START Data provided

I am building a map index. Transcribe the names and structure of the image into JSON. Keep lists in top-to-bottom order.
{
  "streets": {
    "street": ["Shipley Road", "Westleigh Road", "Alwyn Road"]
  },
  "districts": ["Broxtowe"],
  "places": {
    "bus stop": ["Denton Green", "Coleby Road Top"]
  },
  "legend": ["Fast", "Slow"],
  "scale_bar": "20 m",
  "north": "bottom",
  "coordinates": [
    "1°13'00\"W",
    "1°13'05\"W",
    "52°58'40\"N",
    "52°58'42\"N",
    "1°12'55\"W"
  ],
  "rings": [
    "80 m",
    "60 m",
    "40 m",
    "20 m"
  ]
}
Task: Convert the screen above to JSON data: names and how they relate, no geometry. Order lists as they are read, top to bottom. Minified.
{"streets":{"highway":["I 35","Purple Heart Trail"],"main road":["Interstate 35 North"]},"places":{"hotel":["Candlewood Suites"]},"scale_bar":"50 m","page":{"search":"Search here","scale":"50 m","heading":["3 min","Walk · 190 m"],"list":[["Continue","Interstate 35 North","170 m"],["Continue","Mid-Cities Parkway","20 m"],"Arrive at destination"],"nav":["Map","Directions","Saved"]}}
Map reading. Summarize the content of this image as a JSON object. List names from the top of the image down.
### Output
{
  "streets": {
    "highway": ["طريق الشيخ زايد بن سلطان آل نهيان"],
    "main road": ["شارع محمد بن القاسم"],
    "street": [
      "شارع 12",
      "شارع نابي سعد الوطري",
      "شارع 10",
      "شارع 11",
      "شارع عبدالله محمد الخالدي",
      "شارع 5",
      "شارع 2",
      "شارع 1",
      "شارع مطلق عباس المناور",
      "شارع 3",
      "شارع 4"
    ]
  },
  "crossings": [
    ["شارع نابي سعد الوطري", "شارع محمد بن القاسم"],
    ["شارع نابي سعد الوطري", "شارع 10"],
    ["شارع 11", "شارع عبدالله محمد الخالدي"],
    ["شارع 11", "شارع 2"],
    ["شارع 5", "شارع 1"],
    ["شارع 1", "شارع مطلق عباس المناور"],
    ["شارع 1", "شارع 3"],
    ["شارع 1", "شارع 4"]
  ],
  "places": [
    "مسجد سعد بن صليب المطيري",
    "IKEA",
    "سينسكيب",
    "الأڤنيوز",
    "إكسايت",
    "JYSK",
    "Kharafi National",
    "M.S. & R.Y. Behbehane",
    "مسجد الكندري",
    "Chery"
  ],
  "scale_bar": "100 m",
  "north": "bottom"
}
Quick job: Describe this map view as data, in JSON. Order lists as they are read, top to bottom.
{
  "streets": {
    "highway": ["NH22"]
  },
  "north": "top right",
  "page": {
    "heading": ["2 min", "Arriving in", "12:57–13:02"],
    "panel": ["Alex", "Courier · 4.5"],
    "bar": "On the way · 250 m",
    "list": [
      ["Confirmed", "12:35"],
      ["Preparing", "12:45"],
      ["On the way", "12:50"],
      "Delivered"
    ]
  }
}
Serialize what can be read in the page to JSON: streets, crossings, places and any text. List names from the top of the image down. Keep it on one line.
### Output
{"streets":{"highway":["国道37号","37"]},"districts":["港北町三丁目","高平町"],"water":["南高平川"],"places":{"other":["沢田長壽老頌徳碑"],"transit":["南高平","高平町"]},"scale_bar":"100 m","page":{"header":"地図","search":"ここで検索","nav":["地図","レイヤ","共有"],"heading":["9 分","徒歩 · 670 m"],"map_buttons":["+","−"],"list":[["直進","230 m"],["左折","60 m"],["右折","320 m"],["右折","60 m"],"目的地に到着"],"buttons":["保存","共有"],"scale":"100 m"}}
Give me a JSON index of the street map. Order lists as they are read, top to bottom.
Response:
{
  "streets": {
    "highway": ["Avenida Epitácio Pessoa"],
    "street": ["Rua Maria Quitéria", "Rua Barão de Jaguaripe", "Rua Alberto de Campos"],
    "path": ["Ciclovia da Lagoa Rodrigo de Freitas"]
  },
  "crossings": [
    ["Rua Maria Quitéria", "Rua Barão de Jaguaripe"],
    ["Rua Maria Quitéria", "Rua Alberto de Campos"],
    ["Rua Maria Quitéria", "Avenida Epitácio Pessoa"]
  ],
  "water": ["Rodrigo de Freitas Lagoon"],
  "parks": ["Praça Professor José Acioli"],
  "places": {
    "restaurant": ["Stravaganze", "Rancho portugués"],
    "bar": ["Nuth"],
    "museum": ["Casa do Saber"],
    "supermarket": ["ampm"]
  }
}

END Data provided

▶ [Your instructions]:
Everything from the first line of the records through the line holding "Map reading. Summarize" is to be transcribed exactly; leave out all other lines.

▶ [Answer space]:
I am building a map index. Transcribe the names and structure of the image into JSON. Keep lists in top-to-bottom order.
{
  "streets": {
    "street": ["Shipley Road", "Westleigh Road", "Alwyn Road"]
  },
  "districts": ["Broxtowe"],
  "places": {
    "bus stop": ["Denton Green", "Coleby Road Top"]
  },
  "legend": ["Fast", "Slow"],
  "scale_bar": "20 m",
  "north": "bottom",
  "coordinates": [
    "1°13'00\"W",
    "1°13'05\"W",
    "52°58'40\"N",
    "52°58'42\"N",
    "1°12'55\"W"
  ],
  "rings": [
    "80 m",
    "60 m",
    "40 m",
    "20 m"
  ]
}
Task: Convert the screen above to JSON data: names and how they relate, no geometry. Order lists as they are read, top to bottom. Minified.
{"streets":{"highway":["I 35","Purple Heart Trail"],"main road":["Interstate 35 North"]},"places":{"hotel":["Candlewood Suites"]},"scale_bar":"50 m","page":{"search":"Search here","scale":"50 m","heading":["3 min","Walk · 190 m"],"list":[["Continue","Interstate 35 North","170 m"],["Continue","Mid-Cities Parkway","20 m"],"Arrive at destination"],"nav":["Map","Directions","Saved"]}}
Map reading. Summarize the content of this image as a JSON object. List names from the top of the image down.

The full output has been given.